Bölüm 31

46.1K 2.2K 621
                                    

Previously on Sağa Kaydır

''Benim de var Eyluül. O dallamanın kim olduğu gibi..'' Anthony oturduğu yerden arkamdan seslenirken, Hakan olayından bu kadar ucuz sıyrılamayacağımın farkındaydım..
***
Trevor Daniel- Falling 🎶

Anthony'nin evinden apar topar çıkıp kendimi yollara atmamla Burcu'ya eve döndüğümü belirten bir mesaj çektim. Annem çoktan eve gelmiş olmalıydı, Burcu anneme kim bilir tek ayak üzerinde kaç yalan söylemişti. Daha fazla geç kalmamak için adımlarımı hızlandırırken suratımdaki minik gülümsemenin farkında bile değildim. Anthony ile olan konuşmamız kaç gündür yaşadığım sinir stres ve üzüntüyü alıp götürmüştü. Yaşadıklarımız üzeri kolayca kapatılacak bir şey değildi ama gerek de yoktu. Temelimiz ne kadar sağlam olursa gelecekteki depremlere o kadar hazırlıklı olurduk. Biraz zamana ve birbirimizi anlamaya ihtiyacımız vardı, o kadar..

''Aaa ne demek not kalmamış.'' Burcu kapının ağzında aşırı tepkilerle bana kaş göz yaparak konuşuyordu.

''Kalma-mış işte.'' Kafamı hayırdır anlamında sallarken işaret parmağını dudağına koydu ve susmamı emretti.

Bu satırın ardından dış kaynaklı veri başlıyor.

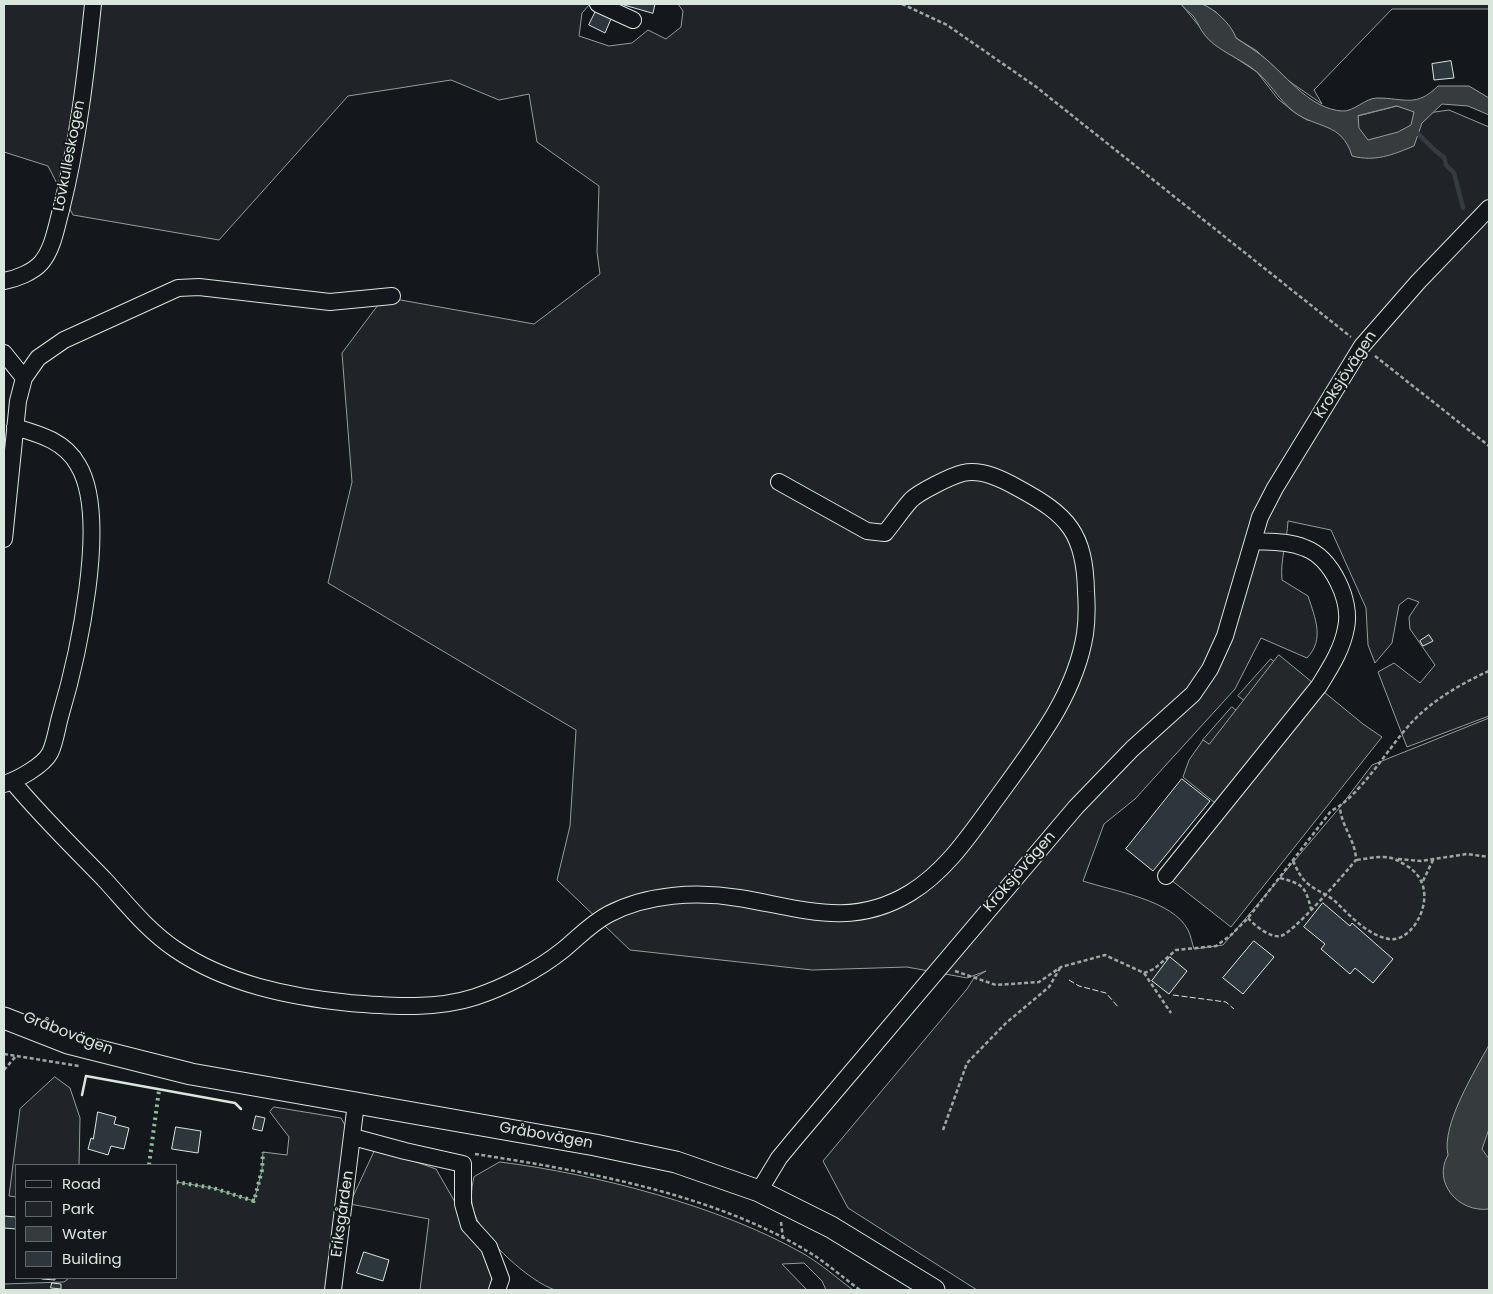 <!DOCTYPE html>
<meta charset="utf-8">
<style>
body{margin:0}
#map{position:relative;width:1493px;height:1294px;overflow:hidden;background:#14181c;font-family:Poppins,sans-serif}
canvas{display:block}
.frame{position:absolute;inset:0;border:5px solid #d8e6dc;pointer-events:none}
.legend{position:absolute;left:15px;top:1164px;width:162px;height:115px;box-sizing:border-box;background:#14181c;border:1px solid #626a69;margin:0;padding:6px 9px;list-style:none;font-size:15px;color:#d8e6dc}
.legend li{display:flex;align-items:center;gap:10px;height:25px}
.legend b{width:25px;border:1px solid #626a69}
</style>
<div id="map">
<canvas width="1493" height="1294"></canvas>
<div class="frame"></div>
<ul class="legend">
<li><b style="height:6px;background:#14181c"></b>Road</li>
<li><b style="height:14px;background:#202428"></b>Park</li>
<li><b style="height:14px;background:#363b3e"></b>Water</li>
<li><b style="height:14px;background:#2c363c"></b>Building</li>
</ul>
</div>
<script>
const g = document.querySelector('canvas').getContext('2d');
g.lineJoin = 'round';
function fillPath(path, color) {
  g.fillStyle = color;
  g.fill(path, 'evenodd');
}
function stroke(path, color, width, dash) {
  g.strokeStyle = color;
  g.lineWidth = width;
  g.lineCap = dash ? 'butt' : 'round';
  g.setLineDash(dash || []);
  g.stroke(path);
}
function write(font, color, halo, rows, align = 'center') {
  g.font = font + ' Poppins,sans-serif';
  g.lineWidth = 4;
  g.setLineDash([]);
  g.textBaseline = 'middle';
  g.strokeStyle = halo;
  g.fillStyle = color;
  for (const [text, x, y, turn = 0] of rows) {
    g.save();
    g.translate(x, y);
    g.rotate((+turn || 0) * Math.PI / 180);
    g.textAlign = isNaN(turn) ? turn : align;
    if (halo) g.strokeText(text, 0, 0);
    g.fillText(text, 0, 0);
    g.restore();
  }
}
const green = new Path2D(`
 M4,4h586l-8,9 -3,23 30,10 23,-3 16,-13 18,9 15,-12 2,-16 -5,-7h503l32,39 44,29 21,27 16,13 13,8 51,3v-7l39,-10 17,5v4l35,-5 40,17v589l-82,31 -29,-75 16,-9 26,20 15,-18 -25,-36 -1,-12 10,-15 -11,-4 -9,7 -7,38 -17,20 -7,-18 -2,-37 -35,-78 -43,-9c-1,21 -8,39 -6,59l26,16c7,22 17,43 -1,62l-46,-20 -26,51 -100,110 -31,25 -21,57c30,10 90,19 105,49 3,6 4,13 6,19l29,-4 117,-138 32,-42 117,-47v572h-512l-129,-82 -25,-47 144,-172 7,-11 12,-7 -19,7 -60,-11 -95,3 -182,-20 -73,-70 13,-54 6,-96 -248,-147 24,-101 -10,-129 42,-56 150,27 66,-50 -3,-22 2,-66 -62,-44 -8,-48 -30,6 -48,-20 -103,16 -129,144 -146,-25 -25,-49 -44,-14z
 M1202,4h287v5h-97l-78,81 8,14 -36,-25 -29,-28 -21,-13 -20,-26z
 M1271,659l17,14 -31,37 -19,-14z
 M1232,707l17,13 -28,35 -18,-15z
 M55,1077l15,11 10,30 -1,47h3h-66v32l-7,-1 11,-87z
 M274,1107l67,11 6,11 -21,161h-322v-6l60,-2 5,-4h107v-96l37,6 41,13 8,-31 1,-18 24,3 2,-18 -19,-25z
 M376,1148l60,21 58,101 -5,20h-69l9,-71 -79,-15z
 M500,1162c96,12 220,44 304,92 17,10 33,24 49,36h-27l-4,-9 -18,-18 -22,1 25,26h-252c-26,-9 -70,-49 -80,-75 -5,-13 -4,-25 -1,-38z`);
fillPath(green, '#202428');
stroke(green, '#939e99', 1);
const parking = new Path2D(`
 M1279,655l84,69 19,13 -151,190 -65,-51 54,-69 -37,-30 6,-17 14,-20 6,4z`);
fillPath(parking, '#24282b');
stroke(parking, '#939e99', 1);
const water = new Path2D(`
 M1181,4c6,0 16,-2 21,0 13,5 30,21 34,34 10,7 22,14 31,22 21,18 44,49 75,51 12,1 23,-13 35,-13 28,0 39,10 61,-12h31l20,12v17l-21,-9 -26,-2 -20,19 -8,23c-22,9 -39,16 -62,10 -10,-34 -35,-27 -58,-44 -15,-12 -23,-28 -37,-40 -15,-13 -42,-22 -53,-38 -4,-5 -6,-11 -10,-17 -4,-5 -9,-7 -13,-13zM1397,106l17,6 -3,13 -13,7 -30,8 -9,-12 -1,-12z
 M1489,1045v84l-7,20 7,10v50c-30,4 -57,-26 -41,-54 -7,-30 27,-84 41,-110z`);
fillPath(water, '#363b3e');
stroke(water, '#939e99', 1);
stroke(new Path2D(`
 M1415,131c10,8 18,20 29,26l2,8 8,8 9,35`), '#363b3e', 4.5);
const building = new Path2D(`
 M621,4h34l-2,9z
 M596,11l15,8 -6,14 -16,-8z
 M1451,61l3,17 -20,2 -2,-16z
 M1429,635l4,6 -10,5 -3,-5z
 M1182,779l28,22 -57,70 -27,-22z
 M1323,903l27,23 2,-3 41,36 -20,24 -18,-15 -5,6 -29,-25 4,-5 -21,-17z
 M1254,941l20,16 -31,37 -20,-16z
 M1170,957l17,14 -18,23 -17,-13z
 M98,1112l18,5 -2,7 15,4 -5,21 -13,-3 -3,9 -20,-6 3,-11 2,1z
 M256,1116l9,2 -3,13 -9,-2z
 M176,1127l25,4 -3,22 -26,-4z
 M4,1216l12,1v12l-12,-1z
 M364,1252l25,8 -6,21 -26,-8z
 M42,1278h13v2l-13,-1z
 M52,1283l9,1v5l-10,-1z`);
fillPath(building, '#2c363c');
stroke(building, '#d8e6dc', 1);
const minor = new Path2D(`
 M598,4l35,16
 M4,281c12,-2 29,-9 37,-18 12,-14 15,-35 20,-53 17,-67 25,-137 32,-206
 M4,353l20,25
 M4,539l14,-138 6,-23 14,-20 26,-18 114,-52 21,-1 131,15 62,-6
 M12,781c29,35 61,66 92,98 23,25 43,51 71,70 51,35 115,48 175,54 41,3 85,7 125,-6 30,-10 63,-27 88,-47 16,-13 27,-26 46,-36 38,-20 88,-23 130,-16 62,10 112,31 171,-5 38,-23 63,-63 89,-98 36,-50 76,-99 86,-161 2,-14 2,-28 1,-42 -1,-59 -18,-77 -68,-104 -16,-9 -36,-19 -55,-15 -12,3 -44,19 -52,27 -9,10 -17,22 -26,33l-18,-2 -88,-49
 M4,784c13,-4 39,-18 46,-31 5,-10 7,-25 10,-36 17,-57 50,-200 18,-252 -13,-24 -39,-31 -63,-38
 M1166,876l153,-190c11,-18 23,-36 27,-58 6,-27 -14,-70 -41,-80 -17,-7 -34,-6 -52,-7
 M353,1137l52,14 58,13v40l6,21 20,22 12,32 -4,11
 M759,1191l20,-33 14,-17 283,-334 56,-58 61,-55 17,-25 15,-33 35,-119 15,-29 87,-142 56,-64 71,-74
 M333,1290l23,-187`);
const major = new Path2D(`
 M4,1018l64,25 123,31 404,71 81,17 83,29 72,36 103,63`);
stroke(minor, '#d8e6dc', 18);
stroke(major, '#d8e6dc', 23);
stroke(new Path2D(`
 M902,4l45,21 88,61 316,251
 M1375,356l114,90
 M1398,859l23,2 46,-7 22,3
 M1293,861c4,8 7,16 14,22 9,8 20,11 29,19 15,15 32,33 53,37 25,5 55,-51 18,-73 -8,-5 -14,-9 -24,-9 -9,0 -18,2 -27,3
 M1280,878c22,6 25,7 31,31
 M1423,881l11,-23
 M1248,918c6,7 22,20 32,18 12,-1 65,-63 76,-76 0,-19 -15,-34 -16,-53
 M955,971l41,14 43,-3 22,-15 44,-12 39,18 10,-4 22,-19 40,-4 15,-11 17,-17 83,-107c30,-15 58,-65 82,-90 20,-21 49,-38 76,-50
 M1144,973l27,40
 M4,1054l75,12
 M4,1070l12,-14
 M943,1130l24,-67 39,-40 43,-36 11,-19
 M475,1154c111,17 245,41 340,102 15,10 30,23 45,34
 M781,1222l2,17`), '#9da8a2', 2.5, [4, 2.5]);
stroke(minor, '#14181c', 16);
stroke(major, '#14181c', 21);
stroke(new Path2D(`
 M149,1165l10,-75
 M176,1182l37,6 41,13 8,-31 1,-18`), '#8ac095', 4, [2.5, 4]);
stroke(new Path2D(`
 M1069,980l10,6 27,7 13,15
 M1173,995l53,7 8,7`), '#d8e6dc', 1, [6, 2.5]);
stroke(new Path2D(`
 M82,1095l4,-19 149,27 6,6`), '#d8e6dc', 2.5);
write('15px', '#d8e6dc', '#14181c', [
 ["Lövkulleskogen",70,156,-79],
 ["Kroksjövägen",1346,375,-57],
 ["Kroksjövägen",1020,872,-49],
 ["Gråbovägen",68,1034,21],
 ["Gråbovägen",546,1136,10],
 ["Eriksgården",343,1214,-82]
]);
</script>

''Ya sen şimdi boşuna mı gittin o kadar yolu okulun fotokopicisine kadar..E bu akşam çalışıcaktık napcaz? '' Ayakkabılarımı çıkarırken Burcu annemin duymasını istercesine bağırarak konuşuyordu. Sebebi şimdi anlaşılmıştı, ders notu almak için okula gittiğim bahanesini uydurmuş olmalıydı. Annem de Burcu'num cırtlak sesine kapıya gelmiş, ellerindeki suyu beline bağladığı önlüğe silerken tek kaşını sorgularcasına kaldırmıştı.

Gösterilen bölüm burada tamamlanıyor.